(Saved entries)
- - - - -
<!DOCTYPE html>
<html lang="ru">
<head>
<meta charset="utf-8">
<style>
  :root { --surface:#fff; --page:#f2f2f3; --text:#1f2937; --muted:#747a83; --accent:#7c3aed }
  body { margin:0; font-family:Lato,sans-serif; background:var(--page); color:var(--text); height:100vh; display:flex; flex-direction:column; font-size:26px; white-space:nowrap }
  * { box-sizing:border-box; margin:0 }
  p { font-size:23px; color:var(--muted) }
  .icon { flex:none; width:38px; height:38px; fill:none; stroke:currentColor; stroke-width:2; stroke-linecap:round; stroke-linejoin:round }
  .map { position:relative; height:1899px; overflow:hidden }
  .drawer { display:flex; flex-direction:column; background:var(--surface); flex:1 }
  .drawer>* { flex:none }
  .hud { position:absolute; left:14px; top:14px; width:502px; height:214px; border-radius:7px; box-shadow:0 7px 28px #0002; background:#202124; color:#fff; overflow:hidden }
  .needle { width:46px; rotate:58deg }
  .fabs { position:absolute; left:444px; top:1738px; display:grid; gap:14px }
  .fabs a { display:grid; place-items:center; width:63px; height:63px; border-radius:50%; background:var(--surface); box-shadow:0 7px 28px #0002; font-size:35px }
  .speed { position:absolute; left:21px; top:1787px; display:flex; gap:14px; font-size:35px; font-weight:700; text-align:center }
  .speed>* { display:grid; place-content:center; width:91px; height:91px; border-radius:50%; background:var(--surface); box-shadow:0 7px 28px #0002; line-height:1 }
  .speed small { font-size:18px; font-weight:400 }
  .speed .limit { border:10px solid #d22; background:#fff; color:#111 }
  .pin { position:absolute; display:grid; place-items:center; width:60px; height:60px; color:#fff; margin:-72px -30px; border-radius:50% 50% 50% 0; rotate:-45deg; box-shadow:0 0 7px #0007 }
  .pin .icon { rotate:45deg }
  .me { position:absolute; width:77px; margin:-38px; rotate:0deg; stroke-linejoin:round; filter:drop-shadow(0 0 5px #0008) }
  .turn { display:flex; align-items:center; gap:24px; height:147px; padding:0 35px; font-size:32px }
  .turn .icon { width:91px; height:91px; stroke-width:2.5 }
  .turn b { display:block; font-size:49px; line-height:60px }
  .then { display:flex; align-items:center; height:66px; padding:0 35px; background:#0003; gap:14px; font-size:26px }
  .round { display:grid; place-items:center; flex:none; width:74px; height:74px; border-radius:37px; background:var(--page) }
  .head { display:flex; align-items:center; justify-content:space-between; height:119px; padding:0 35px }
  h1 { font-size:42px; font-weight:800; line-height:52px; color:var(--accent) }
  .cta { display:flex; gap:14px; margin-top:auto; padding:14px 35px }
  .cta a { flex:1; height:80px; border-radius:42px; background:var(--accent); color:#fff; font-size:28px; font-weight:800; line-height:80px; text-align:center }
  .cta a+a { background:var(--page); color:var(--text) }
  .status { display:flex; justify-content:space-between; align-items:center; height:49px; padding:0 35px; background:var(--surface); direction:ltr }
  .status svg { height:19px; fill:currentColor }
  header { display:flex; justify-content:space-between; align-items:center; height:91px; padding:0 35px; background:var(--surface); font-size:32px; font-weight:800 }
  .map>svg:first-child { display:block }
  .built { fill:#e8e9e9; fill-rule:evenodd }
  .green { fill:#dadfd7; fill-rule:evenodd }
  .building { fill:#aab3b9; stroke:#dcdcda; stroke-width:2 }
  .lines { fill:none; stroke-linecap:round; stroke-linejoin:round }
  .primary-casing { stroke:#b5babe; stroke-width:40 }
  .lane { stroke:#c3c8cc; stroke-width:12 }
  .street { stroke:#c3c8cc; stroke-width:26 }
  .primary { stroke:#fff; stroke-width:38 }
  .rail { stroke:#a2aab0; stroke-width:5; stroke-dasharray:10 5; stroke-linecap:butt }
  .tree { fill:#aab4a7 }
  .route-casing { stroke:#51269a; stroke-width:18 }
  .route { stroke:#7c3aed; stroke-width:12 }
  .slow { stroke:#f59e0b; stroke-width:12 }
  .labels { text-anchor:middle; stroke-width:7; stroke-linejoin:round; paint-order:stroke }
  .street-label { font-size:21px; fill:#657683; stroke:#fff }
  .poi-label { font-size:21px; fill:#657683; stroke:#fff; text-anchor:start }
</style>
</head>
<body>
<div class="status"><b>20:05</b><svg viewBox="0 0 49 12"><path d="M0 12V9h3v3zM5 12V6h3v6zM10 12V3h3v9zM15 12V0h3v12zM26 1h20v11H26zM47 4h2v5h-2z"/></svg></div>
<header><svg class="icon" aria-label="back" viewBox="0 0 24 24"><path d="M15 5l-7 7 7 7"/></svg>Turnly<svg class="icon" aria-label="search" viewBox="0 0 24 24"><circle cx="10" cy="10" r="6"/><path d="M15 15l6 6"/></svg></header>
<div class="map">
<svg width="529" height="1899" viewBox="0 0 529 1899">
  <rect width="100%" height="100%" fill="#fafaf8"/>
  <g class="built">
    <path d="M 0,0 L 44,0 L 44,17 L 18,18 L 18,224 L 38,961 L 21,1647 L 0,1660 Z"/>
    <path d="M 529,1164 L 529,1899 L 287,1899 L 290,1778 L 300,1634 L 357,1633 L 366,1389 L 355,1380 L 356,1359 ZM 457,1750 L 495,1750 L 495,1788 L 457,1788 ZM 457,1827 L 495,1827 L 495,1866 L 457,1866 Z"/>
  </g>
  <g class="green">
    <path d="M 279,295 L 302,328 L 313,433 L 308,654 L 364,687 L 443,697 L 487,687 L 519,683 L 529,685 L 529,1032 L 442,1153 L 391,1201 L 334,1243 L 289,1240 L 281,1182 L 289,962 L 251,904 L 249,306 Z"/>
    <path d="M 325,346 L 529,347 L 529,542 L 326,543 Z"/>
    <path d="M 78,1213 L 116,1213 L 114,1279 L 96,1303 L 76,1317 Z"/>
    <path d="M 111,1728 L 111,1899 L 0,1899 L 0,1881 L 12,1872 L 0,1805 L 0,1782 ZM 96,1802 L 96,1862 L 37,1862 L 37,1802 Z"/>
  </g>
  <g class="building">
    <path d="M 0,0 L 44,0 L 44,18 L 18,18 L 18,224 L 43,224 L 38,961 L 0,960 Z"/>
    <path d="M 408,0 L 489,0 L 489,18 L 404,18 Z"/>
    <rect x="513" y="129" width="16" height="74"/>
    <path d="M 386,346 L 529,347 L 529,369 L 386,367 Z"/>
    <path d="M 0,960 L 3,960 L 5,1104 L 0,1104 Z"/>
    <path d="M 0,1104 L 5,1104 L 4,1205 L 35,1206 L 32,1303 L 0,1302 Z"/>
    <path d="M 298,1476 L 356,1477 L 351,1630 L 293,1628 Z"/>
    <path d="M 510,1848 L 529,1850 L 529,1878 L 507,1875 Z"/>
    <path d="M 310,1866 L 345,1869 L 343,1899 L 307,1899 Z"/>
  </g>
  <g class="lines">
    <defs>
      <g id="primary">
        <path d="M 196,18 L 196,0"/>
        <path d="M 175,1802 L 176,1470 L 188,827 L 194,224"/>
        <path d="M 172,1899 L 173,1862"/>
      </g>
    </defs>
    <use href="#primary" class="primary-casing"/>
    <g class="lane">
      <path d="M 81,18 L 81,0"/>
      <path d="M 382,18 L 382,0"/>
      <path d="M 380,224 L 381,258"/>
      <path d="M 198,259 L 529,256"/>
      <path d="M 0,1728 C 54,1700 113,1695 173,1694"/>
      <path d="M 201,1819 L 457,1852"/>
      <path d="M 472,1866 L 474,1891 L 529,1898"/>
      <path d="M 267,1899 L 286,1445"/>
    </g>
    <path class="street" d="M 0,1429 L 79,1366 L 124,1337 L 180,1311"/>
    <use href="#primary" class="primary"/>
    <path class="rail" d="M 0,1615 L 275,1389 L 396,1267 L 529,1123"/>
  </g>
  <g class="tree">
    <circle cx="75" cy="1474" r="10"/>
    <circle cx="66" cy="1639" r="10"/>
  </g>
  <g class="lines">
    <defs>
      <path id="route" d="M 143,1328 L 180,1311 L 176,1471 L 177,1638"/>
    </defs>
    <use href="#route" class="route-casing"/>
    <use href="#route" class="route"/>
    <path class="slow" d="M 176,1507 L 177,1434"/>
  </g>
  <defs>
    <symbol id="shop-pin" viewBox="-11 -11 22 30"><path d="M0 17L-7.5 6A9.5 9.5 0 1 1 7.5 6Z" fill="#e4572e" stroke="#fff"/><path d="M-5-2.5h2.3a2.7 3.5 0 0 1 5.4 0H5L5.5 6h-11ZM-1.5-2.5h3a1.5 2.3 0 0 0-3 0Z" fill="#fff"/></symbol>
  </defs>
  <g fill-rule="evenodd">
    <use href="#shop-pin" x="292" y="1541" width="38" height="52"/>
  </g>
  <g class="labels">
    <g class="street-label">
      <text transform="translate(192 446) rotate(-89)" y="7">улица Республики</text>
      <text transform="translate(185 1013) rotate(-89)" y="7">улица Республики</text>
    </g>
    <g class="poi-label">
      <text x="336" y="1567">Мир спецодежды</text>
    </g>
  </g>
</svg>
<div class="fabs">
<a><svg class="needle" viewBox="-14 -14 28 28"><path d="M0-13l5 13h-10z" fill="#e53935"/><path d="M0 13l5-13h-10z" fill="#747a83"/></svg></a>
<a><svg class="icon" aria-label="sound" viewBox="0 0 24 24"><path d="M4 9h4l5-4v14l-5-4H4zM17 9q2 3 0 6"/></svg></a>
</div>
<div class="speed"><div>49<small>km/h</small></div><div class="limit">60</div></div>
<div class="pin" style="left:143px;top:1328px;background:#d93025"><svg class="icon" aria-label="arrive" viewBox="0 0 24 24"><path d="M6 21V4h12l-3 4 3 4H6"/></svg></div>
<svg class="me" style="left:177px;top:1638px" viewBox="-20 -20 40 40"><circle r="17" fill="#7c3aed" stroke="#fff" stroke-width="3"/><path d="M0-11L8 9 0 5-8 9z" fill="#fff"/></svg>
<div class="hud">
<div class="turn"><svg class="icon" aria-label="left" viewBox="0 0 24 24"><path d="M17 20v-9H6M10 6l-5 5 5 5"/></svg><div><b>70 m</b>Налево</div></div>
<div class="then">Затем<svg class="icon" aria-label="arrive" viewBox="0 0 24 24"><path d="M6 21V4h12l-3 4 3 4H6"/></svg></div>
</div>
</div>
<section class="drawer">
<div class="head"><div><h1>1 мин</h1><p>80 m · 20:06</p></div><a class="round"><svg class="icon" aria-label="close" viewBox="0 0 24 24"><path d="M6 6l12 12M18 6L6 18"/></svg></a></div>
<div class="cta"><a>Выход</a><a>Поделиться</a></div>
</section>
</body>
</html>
- - - - -
→ What to work on
Reproduce exactly the section above that begins at the line containing "fill:#aab3b9; stroke:#dcdcda; stroke-width:2" and ends at the line containing "text-anchor:middle; stroke-width:7; stroke-linejoin:round;", leaving out all other lines.

→ Reply
  .building { fill:#aab3b9; stroke:#dcdcda; stroke-width:2 }
  .lines { fill:none; stroke-linecap:round; stroke-linejoin:round }
  .primary-casing { stroke:#b5babe; stroke-width:40 }
  .lane { stroke:#c3c8cc; stroke-width:12 }
  .street { stroke:#c3c8cc; stroke-width:26 }
  .primary { stroke:#fff; stroke-width:38 }
  .rail { stroke:#a2aab0; stroke-width:5; stroke-dasharray:10 5; stroke-linecap:butt }
  .tree { fill:#aab4a7 }
  .route-casing { stroke:#51269a; stroke-width:18 }
  .route { stroke:#7c3aed; stroke-width:12 }
  .slow { stroke:#f59e0b; stroke-width:12 }
  .labels { text-anchor:middle; stroke-width:7; stroke-linejoin:round; paint-order:stroke }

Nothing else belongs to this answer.